Stored items from a collection
____________________

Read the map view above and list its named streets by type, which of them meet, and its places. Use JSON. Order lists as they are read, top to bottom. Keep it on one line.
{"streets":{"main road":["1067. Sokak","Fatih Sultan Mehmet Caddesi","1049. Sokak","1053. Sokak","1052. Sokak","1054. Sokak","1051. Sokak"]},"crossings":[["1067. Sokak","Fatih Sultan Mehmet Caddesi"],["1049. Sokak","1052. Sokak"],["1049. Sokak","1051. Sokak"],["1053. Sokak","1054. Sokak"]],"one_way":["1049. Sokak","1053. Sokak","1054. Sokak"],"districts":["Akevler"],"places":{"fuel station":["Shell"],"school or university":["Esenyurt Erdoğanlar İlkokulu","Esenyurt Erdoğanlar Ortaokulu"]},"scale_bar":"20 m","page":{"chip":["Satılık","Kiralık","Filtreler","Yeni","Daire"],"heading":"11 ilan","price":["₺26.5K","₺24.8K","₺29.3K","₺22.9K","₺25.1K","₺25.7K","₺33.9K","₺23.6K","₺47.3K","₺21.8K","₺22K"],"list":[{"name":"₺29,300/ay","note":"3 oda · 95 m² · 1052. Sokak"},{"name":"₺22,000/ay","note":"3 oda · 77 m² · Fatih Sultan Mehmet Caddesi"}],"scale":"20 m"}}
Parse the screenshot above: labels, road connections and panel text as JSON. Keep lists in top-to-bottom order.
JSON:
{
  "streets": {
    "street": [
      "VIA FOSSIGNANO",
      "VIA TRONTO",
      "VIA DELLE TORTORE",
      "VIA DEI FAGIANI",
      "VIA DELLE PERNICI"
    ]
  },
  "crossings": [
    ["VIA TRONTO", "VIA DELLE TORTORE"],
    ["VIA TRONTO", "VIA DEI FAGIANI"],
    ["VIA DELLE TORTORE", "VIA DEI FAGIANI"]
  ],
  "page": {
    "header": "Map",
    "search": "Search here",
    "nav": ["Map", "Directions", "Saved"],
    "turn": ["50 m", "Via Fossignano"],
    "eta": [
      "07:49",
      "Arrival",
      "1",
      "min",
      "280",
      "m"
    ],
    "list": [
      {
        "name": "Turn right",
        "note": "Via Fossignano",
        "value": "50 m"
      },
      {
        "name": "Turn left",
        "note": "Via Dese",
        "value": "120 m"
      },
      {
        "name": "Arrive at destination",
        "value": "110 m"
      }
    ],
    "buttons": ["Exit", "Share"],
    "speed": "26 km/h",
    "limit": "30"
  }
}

____________________

* _ACTIVITY_
Show the lines of the entries that include the string "above", copying each in full.

* _WRITTEN SOLUTION_
Read the map view above and list its named streets by type, which of them meet, and its places. Use JSON. Order lists as they are read, top to bottom. Keep it on one line.
Parse the screenshot above: labels, road connections and panel text as JSON. Keep lists in top-to-bottom order.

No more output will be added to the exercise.